In full robotic, tough-guy CEO mode, Welch says to a teary Jack Donaghy (Baldwin), "If you need to pass some eye water, I’d be happy to go out and get you some weakness tissues.” Welch even gets to slap Donaghy, telling him, "Let it go. It's over."
The idea of Vince Vaughan and Owen Wilson playing a pair of aging salesmen who decide to reboot their careers by becoming interns at Google sounds pretty funny. In reality, The Internship came up way short of matching the laughs in Vaughan-Wilson comedies like Wedding Crashers. The bearded face of Google co-founder and current Alphabet president Sergey Brin does appear briefly at the end of The Internship, though. He and Alphabet executive chairman Eric Schmidt, who made it into an episode of the HBO show "Silicon Valley," must now get to joke around about which one of them has totally "gone Hollywood."
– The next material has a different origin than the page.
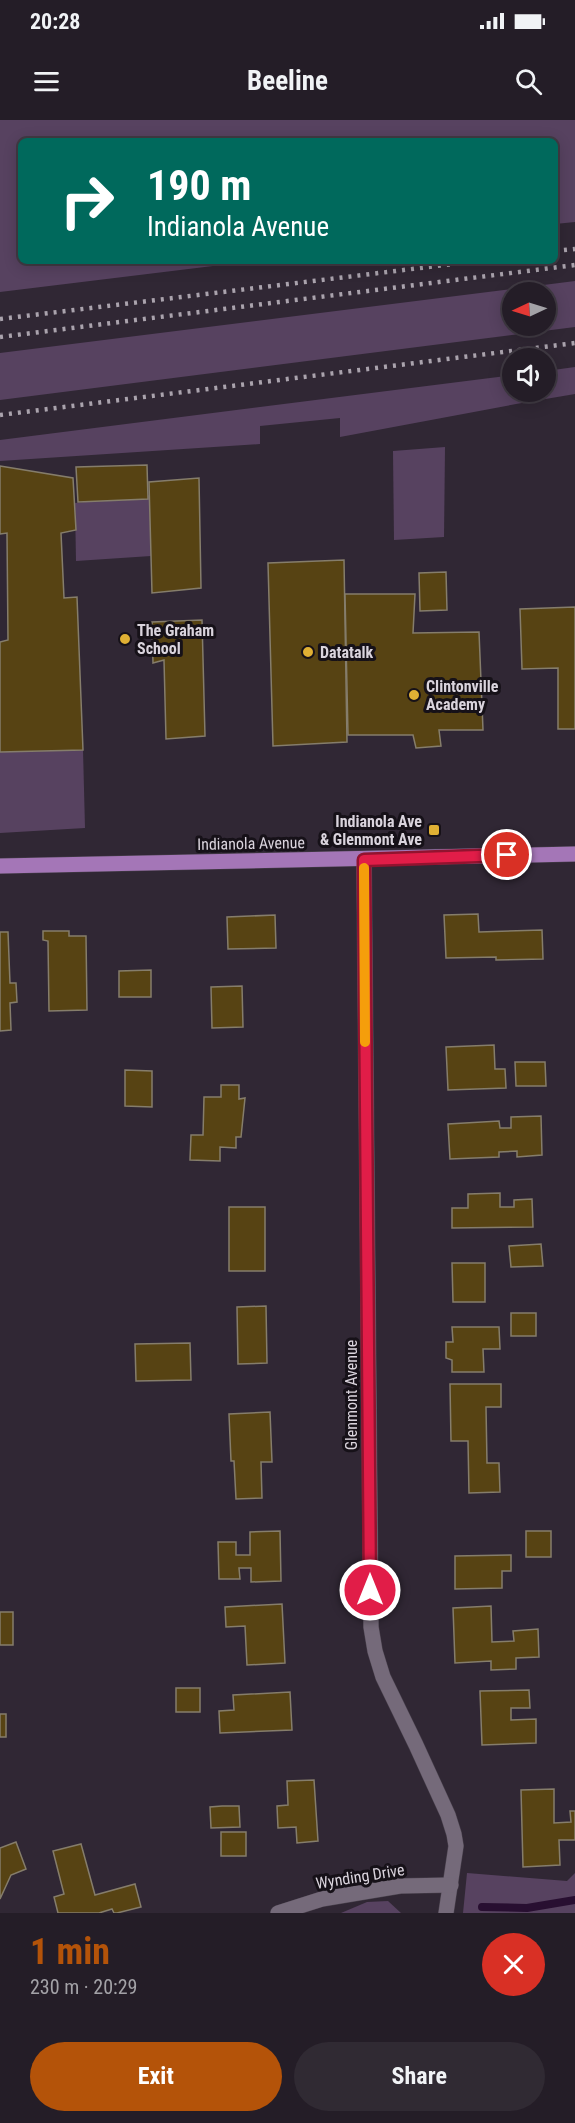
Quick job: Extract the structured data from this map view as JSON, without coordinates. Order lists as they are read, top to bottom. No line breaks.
{"streets":{"main road":["Indianola Avenue"],"street":["Glenmont Avenue","Wynding Drive"]},"crossings":[["Indianola Avenue","Glenmont Avenue"],["Glenmont Avenue","Wynding Drive"]],"places":{"other":["The Graham School","Datatalk","Clintonville Academy"],"transit":["Indianola Ave & Glenmont Ave"]},"north":"left","page":{"status":"20:28","header":"Beeline","turn":["190 m","Indianola Avenue"],"heading":["1 min","230 m · 20:29"],"buttons":["Exit","Share"]}}
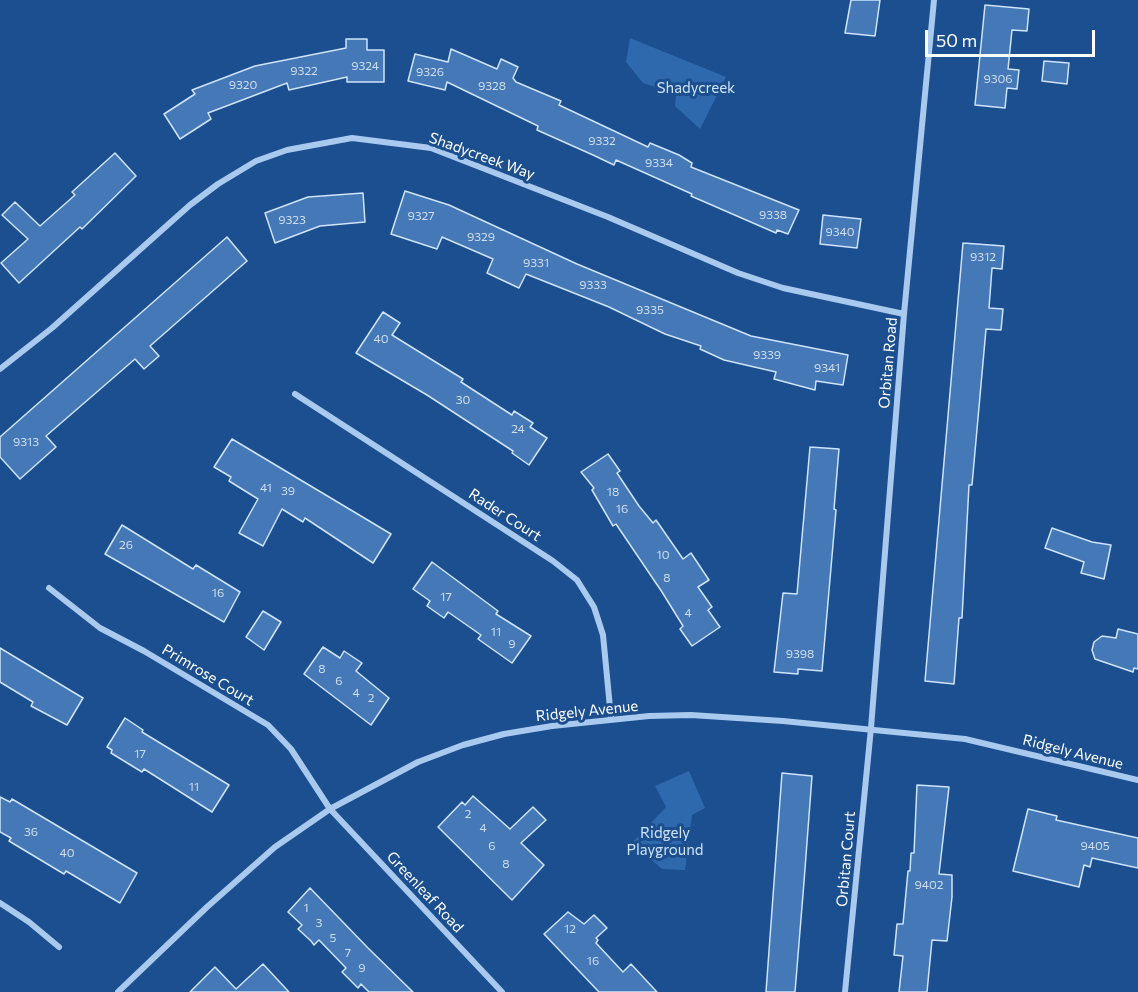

Wendy's founder and CEO Dave Thomas starred in hundreds of commercials over the years for the fast food company. So it's understandable if his cameo in Bionic Ever After?, a 1994 TV movie featuring the marriage of "Six Million Dollar Man" Steve Austin to "Bionic Woman" Jamie Summers, has been forgotten. If you can't find your VHS copy of the production, Thomas plays a hostage trapped in a wine cellar awaiting rescue by the bionic duo.
When you're the executive giving a movie the green light, it's probably pretty easy to snag a walk-on role. Media mogul Ted Turner did just that with the 1993 Turner Pictures production of Gettysburg, one of the longest films ever released in regular theaters (four and a half hours!). The movie stars Tom Berenger and Martin Sheen, and Turner got to play an anonymous Confederate soldier who dies dramatically on the screen. "Let's go boys!" Turner's character yells, before catching one in the chest and crashing on the chaotic battlefield. "When I fell, I just didn't want to drop my sword on someone," Turner said of his big moment.
The comic book industry legend and former president and chairman of Marvel Comics Stan Lee has done cameos in tons of Marvel movies released in recent years. Among other adventures Lee has enjoyed on the screen, he has rushed to safety while a battle between Spiderman and Doc Ock drops concrete on the street, been turned away as a guest to the wedding of Reed Richards (Mr. Fantastic) and Susie Storm (Invisible Woman), and has gotten mistaken as Hugh Hefner and Larry King in various Iron Man movies. Perhaps his appearance in 2003's The Hulk is the most amusing, as Lee makes a joint cameo with the original Hulk, Lou Ferrigno.